Sberbank’s revised valuation of Pavlovskgranit seems aggressively low, but there is nothing in Russia law to prevent them from valuing the company at any price it likes. On the other hand, Poymanov has reneged on his loan agreement and appears to be emptying the company of assets, according to Atlantic.

In a letter seen by bne IntelliNews, Poymanov wrote to then prime minister Vladimir Putin to ask for help, telling him how Pavlovskgranit was a backbone industry for Pavlovsk. Putin instructed his economy minister, Gref’s successor and former deputy Andrei Belousov, to deal with the case. However, Poymanov claims Belousov disguised the essential facts of the case from Putin.

The debt was assigned to structures owned by Zhukov, the founder of PIK and NNC’s owner, because Gref “was on a friendly footing” with him, Poymanov claims. “That means that Putin was reported [to] on the fact that there was no conspiracy and no crime, but just a trivial dispute between two business entities,” he claims.

bne IntelliNews was also provided with a copy of a letter where Gref officially wrote to Yury Chaika, head of the Russian Prosecutor General’s Office. Gref signs the letter and assures Chaika he will “take care” of the investigation.

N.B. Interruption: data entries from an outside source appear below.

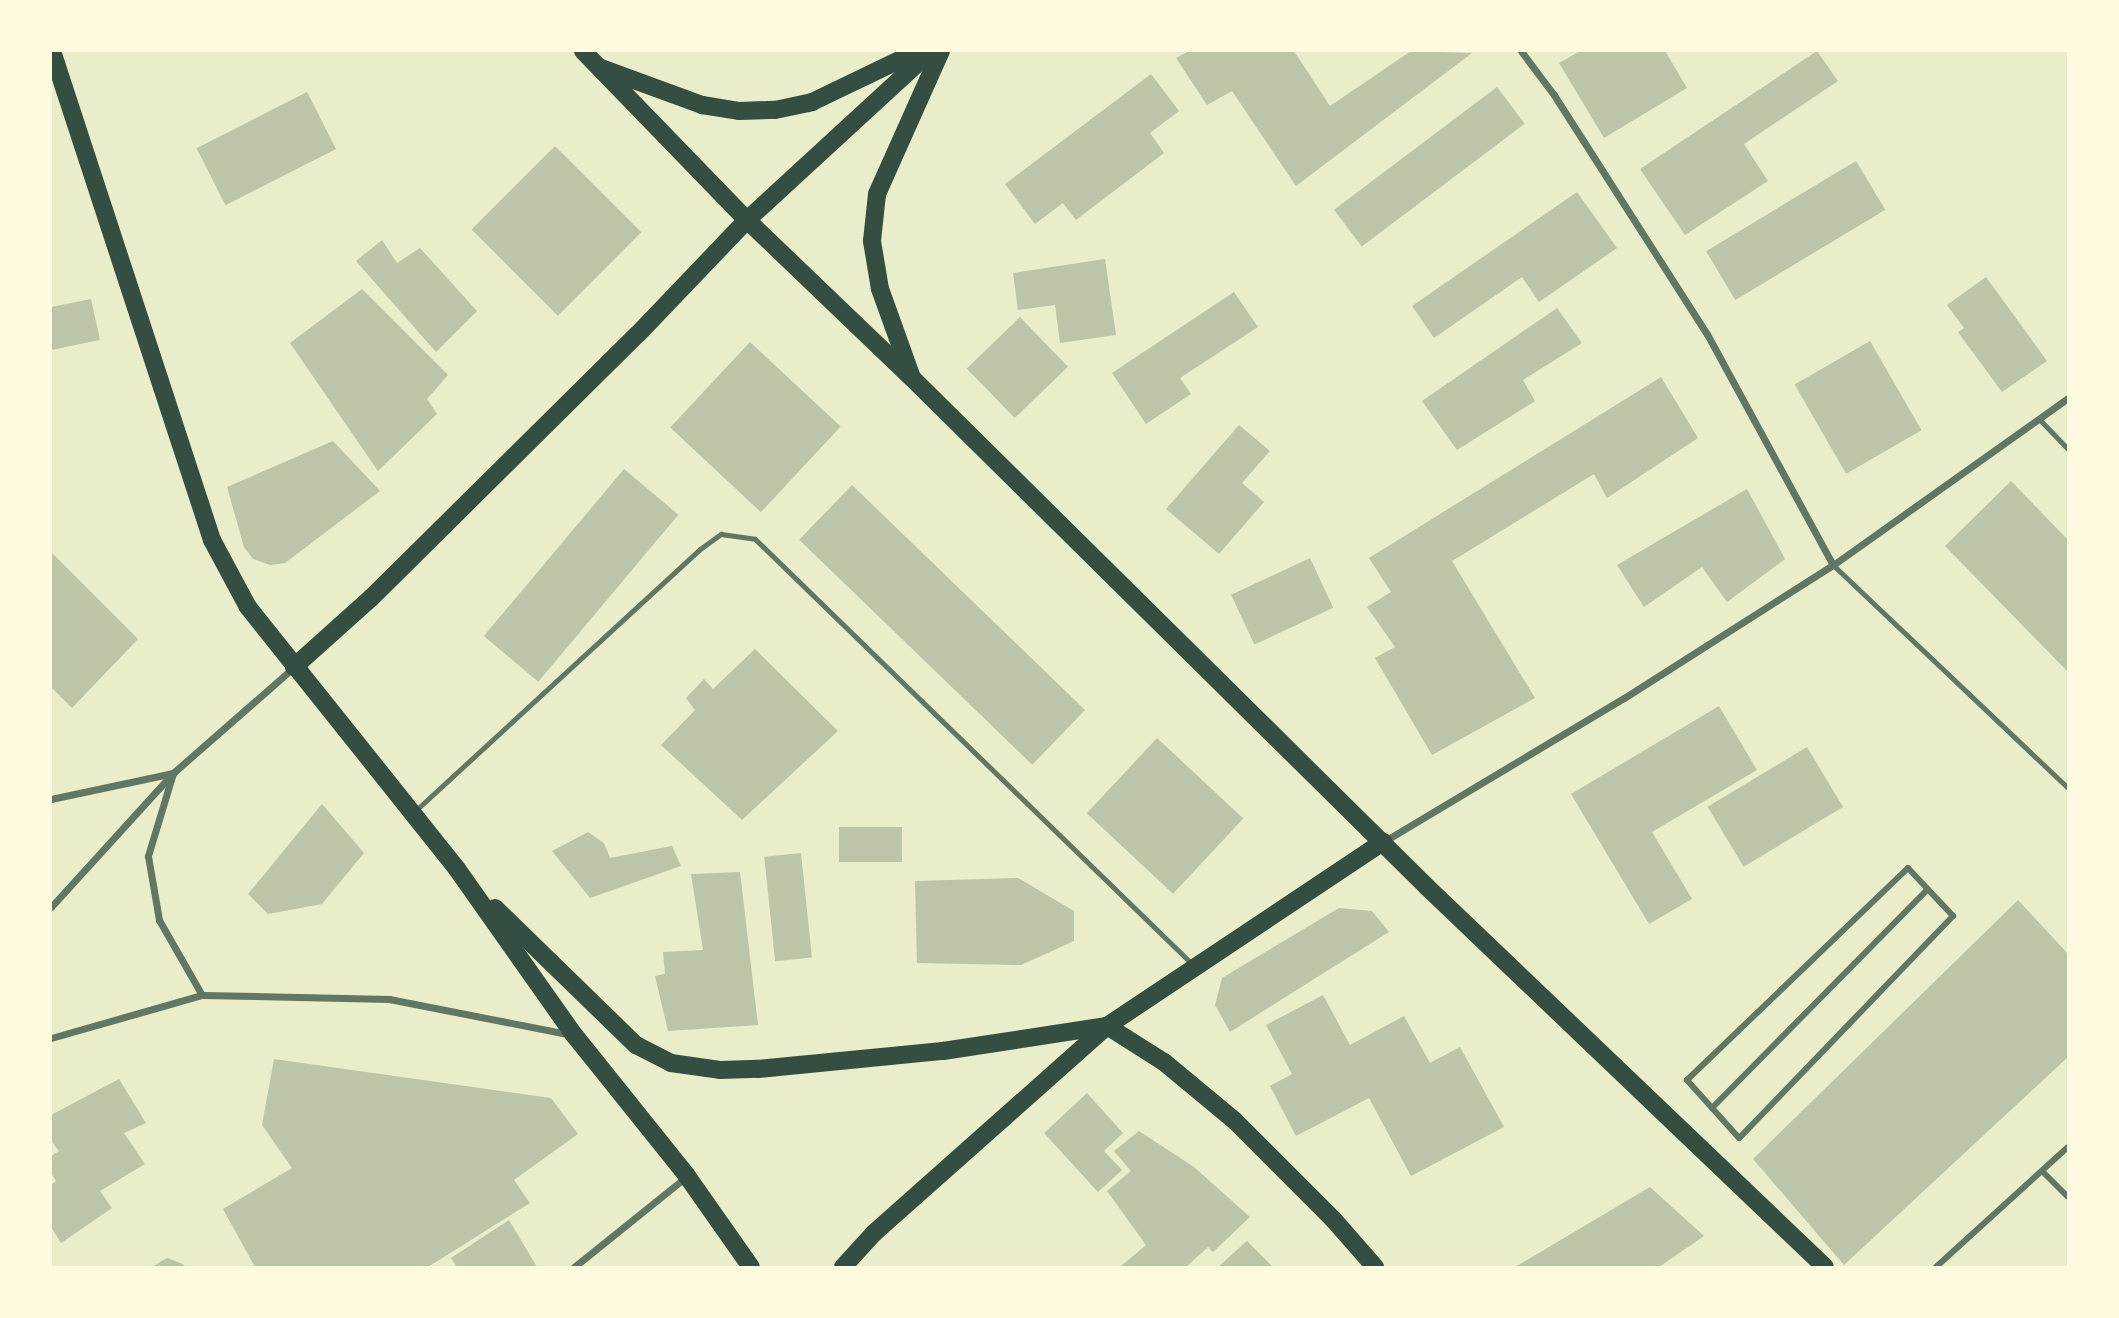 <!DOCTYPE html>
<style>
body{margin:0}
#map{position:relative;width:2119px;height:1318px;overflow:hidden;background:#e9edc9;font-family:Lato,sans-serif}
div>[style]{position:absolute}
.building>*{inset:0;background:#bcc5a7;transform-origin:0 0}
.service>*{height:5px;margin:-2.5px;padding:0 2.5px;transform-origin:2.5px;border-radius:2.5px;background:#617663}
.pedestrian>*{height:6px;margin:-3px;padding:0 3px;transform-origin:3px;border-radius:3px;background:#617663}
.minor>*{height:7px;margin:-3.5px;padding:0 3.5px;transform-origin:3.5px;border-radius:3.5px;background:#617663}
.primary>*{height:18px;margin:-9px;padding:0 9px;transform-origin:9px;border-radius:9px;background:#344e41}
span{translate:-50% -50%;white-space:nowrap;text-align:center;line-height:1.15;-webkit-text-stroke:5px #fefae0;paint-order:stroke}
.frame{position:absolute;inset:0;border:52px solid #fefae0;pointer-events:none}
</style>
<div id="map">
<div class="building">
<i style="clip-path:polygon(1189px 51px,1294px 51px,1330px 106px,1411px 51px,1472px 53px,1296px 186px,1232px 91px,1207px 105px,1176px 58px)"></i>
<i style="clip-path:polygon(1580px 51px,1665px 51px,1687px 88px,1604px 138px,1559px 63px)"></i>
<i style="clip-path:polygon(1817px 51px,1838px 81px,1744px 144px,1768px 181px,1685px 235px,1640px 169px)"></i>
<i style="clip-path:polygon(1151px 74px,1179px 111px,1150px 133px,1164px 153px,1076px 220px,1063px 203px,1035px 224px,1005px 184px)"></i>
<i style="left:1497px;top:87px;width:46px;height:204px;rotate:53deg"></i>
<i style="left:307px;top:92px;width:64px;height:124px;rotate:63deg"></i>
<i style="left:555px;top:146px;width:122px;height:118px;rotate:45deg"></i>
<i style="left:1856px;top:161px;width:57px;height:175px;rotate:59deg"></i>
<i style="clip-path:polygon(1577px 192px,1617px 248px,1539px 302px,1522px 277px,1434px 338px,1412px 306px)"></i>
<i style="clip-path:polygon(382px 240px,397px 263px,420px 248px,477px 311px,436px 352px,356px 261px)"></i>
<i style="clip-path:polygon(1105px 259px,1116px 335px,1060px 343px,1055px 305px,1018px 310px,1013px 273px)"></i>
<i style="clip-path:polygon(1986px 277px,2047px 361px,2002px 392px,1958px 332px,1964px 328px,1947px 305px)"></i>
<i style="clip-path:polygon(362px 289px,448px 375px,427px 399px,437px 414px,378px 471px,290px 343px)"></i>
<i style="clip-path:polygon(1234px 292px,1258px 327px,1180px 378px,1191px 394px,1146px 424px,1112px 373px)"></i>
<i style="clip-path:polygon(91px 299px,100px 340px,51px 350px,51px 307px)"></i>
<i style="clip-path:polygon(1557px 308px,1582px 343px,1523px 380px,1535px 401px,1457px 450px,1422px 401px)"></i>
<i style="left:1020px;top:317px;width:69px;height:74px;rotate:46deg"></i>
<i style="left:1870px;top:341px;width:103px;height:87px;rotate:60deg"></i>
<i style="left:750px;top:342px;width:124px;height:117px;rotate:43deg"></i>
<i style="clip-path:polygon(1661px 377px,1698px 438px,1607px 498px,1594px 474px,1452px 561px,1535px 698px,1432px 755px,1375px 658px,1395px 647px,1367px 607px,1391px 592px,1369px 558px)"></i>
<i style="clip-path:polygon(1239px 425px,1270px 451px,1242px 483px,1264px 502px,1219px 554px,1166px 509px)"></i>
<i style="clip-path:polygon(333px 441px,380px 491px,285px 563px,270px 565px,253px 559px,244px 547px,227px 487px)"></i>
<i style="left:624px;top:469px;width:71px;height:218px;rotate:40deg"></i>
<i style="clip-path:polygon(2011px 481px,2068px 540px,2068px 672px,1945px 546px)"></i>
<i style="left:852px;top:485px;width:324px;height:76px;rotate:44deg"></i>
<i style="clip-path:polygon(1747px 489px,1785px 559px,1727px 602px,1702px 567px,1644px 607px,1617px 565px)"></i>
<i style="clip-path:polygon(51px 552px,138px 639px,72px 708px,51px 687px)"></i>
<i style="left:1310px;top:558px;width:55px;height:87px;rotate:65deg"></i>
<i style="clip-path:polygon(755px 649px,838px 731px,742px 820px,661px 745px,695px 710px,686px 698px,704px 679px,713px 689px)"></i>
<i style="clip-path:polygon(1719px 706px,1757px 770px,1652px 832px,1692px 899px,1649px 924px,1571px 794px)"></i>
<i style="left:1157px;top:738px;width:118px;height:103px;rotate:43deg"></i>
<i style="left:1807px;top:747px;width:70px;height:116px;rotate:59deg"></i>
<i style="clip-path:polygon(322px 804px,364px 853px,322px 904px,268px 914px,248px 894px)"></i>
<i style="left:839px;top:827px;width:63px;height:35px"></i>
<i style="clip-path:polygon(588px 832px,604px 843px,610px 858px,672px 846px,681px 866px,590px 898px,552px 851px)"></i>
<i style="left:801px;top:853px;width:105px;height:37px;rotate:84deg"></i>
<i style="clip-path:polygon(740px 872px,758px 1025px,668px 1031px,655px 976px,665px 974px,663px 952px,703px 950px,691px 874px)"></i>
<i style="clip-path:polygon(1018px 878px,1074px 911px,1074px 941px,1021px 965px,917px 963px,915px 881px)"></i>
<i style="clip-path:polygon(2018px 900px,2068px 954px,2068px 1057px,1844px 1265px,1753px 1159px)"></i>
<i style="clip-path:polygon(1339px 908px,1372px 911px,1389px 932px,1230px 1032px,1215px 1005px,1222px 978px)"></i>
<i style="clip-path:polygon(1323px 995px,1350px 1045px,1404px 1016px,1430px 1063px,1460px 1047px,1504px 1127px,1411px 1176px,1369px 1098px,1296px 1136px,1270px 1086px,1292px 1074px,1266px 1025px)"></i>
<i style="clip-path:polygon(274px 1059px,551px 1098px,578px 1134px,514px 1180px,530px 1203px,428px 1267px,255px 1267px,223px 1209px,292px 1168px,262px 1125px)"></i>
<i style="clip-path:polygon(119px 1079px,146px 1123px,124px 1133px,145px 1164px,100px 1191px,112px 1208px,61px 1243px,51px 1227px,51px 1185px,56px 1181px,51px 1173px,51px 1156px,59px 1151px,51px 1141px,51px 1115px)"></i>
<i style="clip-path:polygon(1087px 1093px,1123px 1133px,1104px 1151px,1122px 1170px,1098px 1192px,1044px 1133px)"></i>
<i style="clip-path:polygon(1139px 1131px,1194px 1167px,1250px 1217px,1213px 1252px,1208px 1247px,1186px 1267px,1120px 1267px,1146px 1245px,1107px 1191px,1131px 1171px,1114px 1151px)"></i>
<i style="clip-path:polygon(1650px 1187px,1704px 1236px,1659px 1267px,1515px 1267px)"></i>
<i style="clip-path:polygon(509px 1220px,537px 1267px,457px 1267px,451px 1258px)"></i>
<i style="clip-path:polygon(1247px 1241px,1273px 1267px,1218px 1267px)"></i>
<i style="clip-path:polygon(167px 1258px,183px 1264px,185px 1267px,152px 1267px)"></i>
</div>
<div class="service">
<i style="left:2039px;top:419px;width:42px;rotate:46deg"></i>
<i style="left:1833px;top:565px;width:324px;rotate:43.5deg"></i>
<i style="left:415px;top:811px;width:387px;rotate:-42.6deg"></i>
<i style="left:700px;top:549px;width:26px;rotate:-36deg"></i>
<i style="left:721px;top:534px;width:34px;rotate:8deg"></i>
<i style="left:755px;top:539px;width:610px;rotate:44.2deg"></i>
</div>
<div class="pedestrian">
<i style="left:1908px;top:868px;width:66px;rotate:46.8deg"></i>
<i style="left:1953px;top:916px;width:308px;rotate:133.9deg"></i>
<i style="left:1739px;top:1138px;width:78px;rotate:-131.9deg"></i>
<i style="left:1687px;top:1080px;width:306px;rotate:-43.8deg"></i>
<i style="left:1712px;top:1108px;width:306px;rotate:-45.4deg"></i>
<i style="left:2043px;top:1172px;width:35px;rotate:45deg"></i>
<i style="left:1936px;top:1267px;width:178px;rotate:-42.3deg"></i>
</div>
<div class="minor">
<i style="left:1521px;top:51px;width:55px;rotate:53.1deg"></i>
<i style="left:1554px;top:95px;width:284px;rotate:57.4deg"></i>
<i style="left:1707px;top:334px;width:263px;rotate:61.4deg"></i>
<i style="left:51px;top:799px;width:125px;rotate:-12deg"></i>
<i style="left:173px;top:773px;width:87px;rotate:106.8deg"></i>
<i style="left:148px;top:856px;width:65px;rotate:80.2deg"></i>
<i style="left:159px;top:920px;width:86px;rotate:60.2deg"></i>
<i style="left:1383px;top:842px;width:281px;rotate:-30.9deg"></i>
<i style="left:1624px;top:698px;width:248px;rotate:-32.5deg"></i>
<i style="left:1833px;top:565px;width:288px;rotate:-35.4deg"></i>
<i style="left:51px;top:907px;width:181px;rotate:-47.7deg"></i>
<i style="left:173px;top:773px;width:161px;rotate:-41.2deg"></i>
<i style="left:51px;top:1038px;width:157px;rotate:-15.9deg"></i>
<i style="left:202px;top:995px;width:187px;rotate:1.2deg"></i>
<i style="left:389px;top:999px;width:187px;rotate:11.1deg"></i>
<i style="left:574px;top:1267px;width:145px;rotate:-38.8deg"></i>
</div>
<div class="primary">
<i style="left:52px;top:51px;width:515px;rotate:71.88deg"></i>
<i style="left:212px;top:540px;width:76px;rotate:61.8deg"></i>
<i style="left:248px;top:607px;width:335px;rotate:51.4deg"></i>
<i style="left:457px;top:869px;width:204px;rotate:54.8deg"></i>
<i style="left:575px;top:1036px;width:179px;rotate:51.3deg"></i>
<i style="left:687px;top:1176px;width:111px;rotate:54.9deg"></i>
<i style="left:583px;top:51px;width:235px;rotate:45.9deg"></i>
<i style="left:747px;top:220px;width:228px;rotate:43.8deg"></i>
<i style="left:912px;top:378px;width:724px;rotate:44.66deg"></i>
<i style="left:1427px;top:887px;width:550px;rotate:43.67deg"></i>
<i style="left:601px;top:68px;width:108px;rotate:20.1deg"></i>
<i style="left:702px;top:105px;width:37px;rotate:9deg"></i>
<i style="left:739px;top:111px;width:36px;rotate:-2deg"></i>
<i style="left:775px;top:110px;width:38px;rotate:-12deg"></i>
<i style="left:812px;top:102px;width:118px;rotate:-25.7deg"></i>
<i style="left:911px;top:375px;width:91px;rotate:-109.8deg"></i>
<i style="left:880px;top:289px;width:49px;rotate:-99.5deg"></i>
<i style="left:872px;top:241px;width:47px;rotate:-83.9deg"></i>
<i style="left:877px;top:194px;width:157px;rotate:-65.9deg"></i>
<i style="left:294px;top:667px;width:103px;rotate:-41.9deg"></i>
<i style="left:371px;top:598px;width:375px;rotate:-44.7deg"></i>
<i style="left:638px;top:334px;width:158px;rotate:-46.3deg"></i>
<i style="left:747px;top:220px;width:250px;rotate:-42.6deg"></i>
<i style="left:495px;top:908px;width:197px;rotate:44.2deg"></i>
<i style="left:636px;top:1045px;width:39px;rotate:27deg"></i>
<i style="left:671px;top:1063px;width:49px;rotate:8.1deg"></i>
<i style="left:720px;top:1070px;width:38px;rotate:-2deg"></i>
<i style="left:758px;top:1069px;width:186px;rotate:-5.6deg"></i>
<i style="left:943px;top:1051px;width:166px;rotate:-8.7deg"></i>
<i style="left:1107px;top:1026px;width:67px;rotate:32.3deg"></i>
<i style="left:1164px;top:1062px;width:92px;rotate:39.7deg"></i>
<i style="left:1235px;top:1121px;width:139px;rotate:45deg"></i>
<i style="left:1333px;top:1219px;width:64px;rotate:48.8deg"></i>
<i style="left:843px;top:1267px;width:46px;rotate:-47.6deg"></i>
<i style="left:874px;top:1233px;width:312px;rotate:-41.6deg"></i>
<i style="left:1107px;top:1026px;width:332px;rotate:-33.7deg"></i>
</div>
<div class="frame"></div>
</div>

Poymanov’s ordeal continues to this day. An Arbitration Court in the Moscow region banned him in September from travelling outside of Russia after he was charged with an abuse of authority for the resale of a concrete plant.

In July, he was declared bankrupt with personal debts estimated at more than RUB3bn (€47mn), while a campaign to get elected to the Duma as a candidate for the Patriots of Russia party failed.

Despite his setbacks, Poymanov has no plans to flee Russia or Pavlovsk, a town in the Voronezh region about 500 miles south of Moscow. 

"I believe that the chances of lawsuit suceeding in the US are very high because we have documents confirming all of the facts," Poynamov told bne IntelliNews. "But in the Russian Federation, Gref does what he wants because he believes he will be completely unpunished."